Dataset entries:
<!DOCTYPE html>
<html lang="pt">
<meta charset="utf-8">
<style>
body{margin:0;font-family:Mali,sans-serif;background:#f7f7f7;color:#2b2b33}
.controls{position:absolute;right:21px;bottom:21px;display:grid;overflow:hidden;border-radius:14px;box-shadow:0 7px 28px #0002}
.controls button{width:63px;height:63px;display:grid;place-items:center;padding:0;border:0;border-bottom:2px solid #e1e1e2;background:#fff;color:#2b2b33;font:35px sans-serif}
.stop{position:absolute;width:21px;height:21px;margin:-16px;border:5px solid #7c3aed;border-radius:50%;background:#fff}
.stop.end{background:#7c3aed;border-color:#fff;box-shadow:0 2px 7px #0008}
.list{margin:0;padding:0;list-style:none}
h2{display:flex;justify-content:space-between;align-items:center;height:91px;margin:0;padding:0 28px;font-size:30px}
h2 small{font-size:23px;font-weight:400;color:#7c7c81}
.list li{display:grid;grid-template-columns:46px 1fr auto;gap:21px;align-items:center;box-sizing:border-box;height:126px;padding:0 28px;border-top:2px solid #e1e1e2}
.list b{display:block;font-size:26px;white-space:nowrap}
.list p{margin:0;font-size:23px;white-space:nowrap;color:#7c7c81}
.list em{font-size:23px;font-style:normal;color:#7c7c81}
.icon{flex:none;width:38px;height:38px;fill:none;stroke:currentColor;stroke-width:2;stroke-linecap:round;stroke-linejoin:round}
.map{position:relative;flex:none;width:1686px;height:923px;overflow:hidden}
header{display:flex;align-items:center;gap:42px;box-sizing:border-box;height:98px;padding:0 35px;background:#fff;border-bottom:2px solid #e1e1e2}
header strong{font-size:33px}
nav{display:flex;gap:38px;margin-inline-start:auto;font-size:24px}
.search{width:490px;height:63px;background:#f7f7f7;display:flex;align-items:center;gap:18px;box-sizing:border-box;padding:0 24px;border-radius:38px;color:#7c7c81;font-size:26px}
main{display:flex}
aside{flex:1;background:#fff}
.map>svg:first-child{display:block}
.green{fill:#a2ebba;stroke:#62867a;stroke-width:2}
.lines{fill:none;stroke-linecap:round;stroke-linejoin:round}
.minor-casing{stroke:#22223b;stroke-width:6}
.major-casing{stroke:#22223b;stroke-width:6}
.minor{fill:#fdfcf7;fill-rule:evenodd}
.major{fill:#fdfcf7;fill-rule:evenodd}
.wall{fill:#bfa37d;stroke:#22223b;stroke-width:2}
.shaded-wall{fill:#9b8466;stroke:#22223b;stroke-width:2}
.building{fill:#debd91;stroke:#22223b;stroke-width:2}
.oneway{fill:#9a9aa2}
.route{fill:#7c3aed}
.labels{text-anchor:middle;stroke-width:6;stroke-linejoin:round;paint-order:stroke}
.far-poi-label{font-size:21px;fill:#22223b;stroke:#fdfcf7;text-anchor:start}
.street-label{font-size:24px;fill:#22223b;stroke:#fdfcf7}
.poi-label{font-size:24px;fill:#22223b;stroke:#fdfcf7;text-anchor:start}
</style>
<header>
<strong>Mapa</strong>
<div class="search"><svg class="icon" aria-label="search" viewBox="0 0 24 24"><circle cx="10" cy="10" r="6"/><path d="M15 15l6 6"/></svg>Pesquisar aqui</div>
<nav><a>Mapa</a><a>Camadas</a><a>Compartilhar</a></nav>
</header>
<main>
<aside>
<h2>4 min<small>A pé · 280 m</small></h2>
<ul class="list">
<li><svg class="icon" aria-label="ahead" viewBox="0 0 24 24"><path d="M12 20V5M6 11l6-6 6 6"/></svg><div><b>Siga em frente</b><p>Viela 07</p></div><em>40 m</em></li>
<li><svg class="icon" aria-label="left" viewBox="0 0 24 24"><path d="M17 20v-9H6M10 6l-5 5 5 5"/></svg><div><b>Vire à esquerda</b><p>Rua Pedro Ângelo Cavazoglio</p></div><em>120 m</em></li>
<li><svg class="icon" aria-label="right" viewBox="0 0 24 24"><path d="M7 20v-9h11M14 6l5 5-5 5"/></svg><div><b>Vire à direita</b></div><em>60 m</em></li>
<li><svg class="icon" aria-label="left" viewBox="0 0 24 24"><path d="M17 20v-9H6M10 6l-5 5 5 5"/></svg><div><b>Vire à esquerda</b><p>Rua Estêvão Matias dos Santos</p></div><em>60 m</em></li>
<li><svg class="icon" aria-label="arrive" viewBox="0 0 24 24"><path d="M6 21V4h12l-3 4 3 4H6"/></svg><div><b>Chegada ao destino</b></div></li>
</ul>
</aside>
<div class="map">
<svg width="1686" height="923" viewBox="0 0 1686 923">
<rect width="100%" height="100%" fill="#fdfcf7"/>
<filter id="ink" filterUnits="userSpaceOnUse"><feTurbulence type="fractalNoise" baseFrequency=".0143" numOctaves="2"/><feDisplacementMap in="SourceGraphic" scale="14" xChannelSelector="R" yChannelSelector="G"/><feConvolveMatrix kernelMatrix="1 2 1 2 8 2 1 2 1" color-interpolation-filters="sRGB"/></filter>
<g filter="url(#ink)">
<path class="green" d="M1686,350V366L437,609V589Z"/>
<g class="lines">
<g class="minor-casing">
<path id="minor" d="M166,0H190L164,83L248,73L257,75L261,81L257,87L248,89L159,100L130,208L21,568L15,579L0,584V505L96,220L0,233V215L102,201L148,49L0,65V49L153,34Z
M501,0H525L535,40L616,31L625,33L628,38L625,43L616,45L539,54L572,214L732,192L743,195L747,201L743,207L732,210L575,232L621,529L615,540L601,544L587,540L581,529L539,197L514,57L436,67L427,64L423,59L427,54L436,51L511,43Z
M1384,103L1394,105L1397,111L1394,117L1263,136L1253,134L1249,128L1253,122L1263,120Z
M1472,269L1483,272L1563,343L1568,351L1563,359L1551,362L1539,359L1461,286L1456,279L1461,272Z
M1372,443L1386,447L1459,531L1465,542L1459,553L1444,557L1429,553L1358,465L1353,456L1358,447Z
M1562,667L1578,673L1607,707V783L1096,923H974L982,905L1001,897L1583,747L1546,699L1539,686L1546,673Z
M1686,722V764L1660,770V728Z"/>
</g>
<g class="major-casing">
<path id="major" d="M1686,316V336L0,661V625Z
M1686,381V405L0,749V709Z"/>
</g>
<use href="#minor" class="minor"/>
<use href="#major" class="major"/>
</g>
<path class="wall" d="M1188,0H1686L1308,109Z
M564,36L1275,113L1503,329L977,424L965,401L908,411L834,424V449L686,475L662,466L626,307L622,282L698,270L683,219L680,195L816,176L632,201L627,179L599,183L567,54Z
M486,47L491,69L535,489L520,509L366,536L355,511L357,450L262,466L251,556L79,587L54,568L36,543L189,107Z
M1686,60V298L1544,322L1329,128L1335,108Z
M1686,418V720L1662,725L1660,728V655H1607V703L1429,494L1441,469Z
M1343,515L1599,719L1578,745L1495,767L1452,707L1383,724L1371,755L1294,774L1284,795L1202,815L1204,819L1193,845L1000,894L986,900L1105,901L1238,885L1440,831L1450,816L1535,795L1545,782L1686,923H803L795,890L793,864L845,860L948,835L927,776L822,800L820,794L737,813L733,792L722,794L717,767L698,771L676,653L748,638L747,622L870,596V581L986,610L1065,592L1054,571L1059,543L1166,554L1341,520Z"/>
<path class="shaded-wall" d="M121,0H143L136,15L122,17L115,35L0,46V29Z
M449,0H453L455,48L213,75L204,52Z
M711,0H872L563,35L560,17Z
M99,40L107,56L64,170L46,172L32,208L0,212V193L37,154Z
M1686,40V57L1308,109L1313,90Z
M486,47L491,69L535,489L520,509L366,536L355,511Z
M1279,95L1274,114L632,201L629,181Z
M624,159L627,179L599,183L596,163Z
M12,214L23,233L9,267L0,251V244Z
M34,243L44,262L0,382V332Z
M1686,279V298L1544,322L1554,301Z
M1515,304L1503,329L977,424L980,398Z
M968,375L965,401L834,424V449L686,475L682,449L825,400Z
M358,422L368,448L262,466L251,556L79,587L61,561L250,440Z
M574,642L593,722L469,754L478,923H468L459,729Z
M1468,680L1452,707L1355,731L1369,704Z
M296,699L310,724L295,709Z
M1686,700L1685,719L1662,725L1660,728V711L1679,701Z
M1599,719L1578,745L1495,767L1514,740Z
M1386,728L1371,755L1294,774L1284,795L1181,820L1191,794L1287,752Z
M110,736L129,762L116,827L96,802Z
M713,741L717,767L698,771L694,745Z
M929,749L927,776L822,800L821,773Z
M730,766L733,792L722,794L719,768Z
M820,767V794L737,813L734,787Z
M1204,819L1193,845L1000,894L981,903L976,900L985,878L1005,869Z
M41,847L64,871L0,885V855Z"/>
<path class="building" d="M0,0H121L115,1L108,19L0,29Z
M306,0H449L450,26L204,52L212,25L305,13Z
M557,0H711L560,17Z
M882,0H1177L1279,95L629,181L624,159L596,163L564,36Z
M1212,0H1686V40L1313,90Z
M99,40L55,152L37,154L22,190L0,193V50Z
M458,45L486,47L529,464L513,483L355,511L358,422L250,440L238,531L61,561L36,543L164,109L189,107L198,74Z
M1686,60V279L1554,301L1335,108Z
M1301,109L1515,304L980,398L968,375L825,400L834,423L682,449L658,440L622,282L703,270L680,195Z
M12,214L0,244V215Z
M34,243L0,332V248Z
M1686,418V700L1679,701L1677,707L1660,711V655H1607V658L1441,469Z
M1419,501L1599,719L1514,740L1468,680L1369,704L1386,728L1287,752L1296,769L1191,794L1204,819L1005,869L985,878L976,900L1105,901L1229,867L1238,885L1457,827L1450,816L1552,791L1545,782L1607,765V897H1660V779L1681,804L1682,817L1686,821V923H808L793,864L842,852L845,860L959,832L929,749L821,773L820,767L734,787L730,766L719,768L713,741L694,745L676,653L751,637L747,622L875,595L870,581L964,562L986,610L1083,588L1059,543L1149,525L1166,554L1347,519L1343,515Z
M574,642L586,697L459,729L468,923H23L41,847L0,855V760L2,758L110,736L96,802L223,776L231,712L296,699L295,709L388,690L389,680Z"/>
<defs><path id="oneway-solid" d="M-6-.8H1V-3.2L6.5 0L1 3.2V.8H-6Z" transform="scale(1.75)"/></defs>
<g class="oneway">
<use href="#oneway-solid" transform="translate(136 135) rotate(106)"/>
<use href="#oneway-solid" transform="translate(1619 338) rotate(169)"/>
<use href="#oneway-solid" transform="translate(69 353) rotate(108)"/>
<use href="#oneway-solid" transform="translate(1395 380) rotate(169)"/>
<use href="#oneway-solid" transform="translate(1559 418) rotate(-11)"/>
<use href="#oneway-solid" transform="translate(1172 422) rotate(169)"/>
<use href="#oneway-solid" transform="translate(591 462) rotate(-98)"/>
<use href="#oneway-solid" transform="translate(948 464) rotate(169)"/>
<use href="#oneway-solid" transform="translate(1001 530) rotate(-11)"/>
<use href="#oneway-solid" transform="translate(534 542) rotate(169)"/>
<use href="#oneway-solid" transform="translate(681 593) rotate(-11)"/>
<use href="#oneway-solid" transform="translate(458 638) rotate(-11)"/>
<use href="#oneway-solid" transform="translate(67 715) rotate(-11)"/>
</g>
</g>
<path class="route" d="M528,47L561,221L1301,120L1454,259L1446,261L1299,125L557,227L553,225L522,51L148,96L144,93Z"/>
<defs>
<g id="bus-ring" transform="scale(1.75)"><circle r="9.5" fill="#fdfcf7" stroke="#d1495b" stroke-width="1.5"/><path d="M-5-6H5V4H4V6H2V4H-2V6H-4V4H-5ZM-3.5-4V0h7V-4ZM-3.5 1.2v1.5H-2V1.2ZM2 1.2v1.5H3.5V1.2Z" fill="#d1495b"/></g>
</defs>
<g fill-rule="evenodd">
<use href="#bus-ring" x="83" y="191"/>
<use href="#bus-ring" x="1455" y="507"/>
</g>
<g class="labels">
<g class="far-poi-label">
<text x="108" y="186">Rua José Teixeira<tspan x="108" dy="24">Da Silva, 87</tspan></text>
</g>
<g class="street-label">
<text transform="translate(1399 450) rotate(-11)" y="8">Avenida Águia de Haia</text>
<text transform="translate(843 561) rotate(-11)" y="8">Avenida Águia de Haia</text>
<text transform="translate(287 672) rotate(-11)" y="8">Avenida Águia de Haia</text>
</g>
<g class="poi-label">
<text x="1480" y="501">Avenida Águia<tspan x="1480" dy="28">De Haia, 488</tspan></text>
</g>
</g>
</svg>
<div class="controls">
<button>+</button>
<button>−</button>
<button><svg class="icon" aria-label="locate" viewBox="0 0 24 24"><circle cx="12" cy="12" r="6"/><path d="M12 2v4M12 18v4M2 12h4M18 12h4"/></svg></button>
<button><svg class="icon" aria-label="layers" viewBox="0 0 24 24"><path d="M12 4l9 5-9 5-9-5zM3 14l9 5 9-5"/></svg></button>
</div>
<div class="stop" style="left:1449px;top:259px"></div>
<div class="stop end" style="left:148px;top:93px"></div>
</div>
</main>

■ Exercise directions: Go through the entries above and report each line with the string "white" in it.

■ Solution to this problem:
.list b{display:block;font-size:26px;white-space:nowrap}
.list p{margin:0;font-size:23px;white-space:nowrap;color:#7c7c81}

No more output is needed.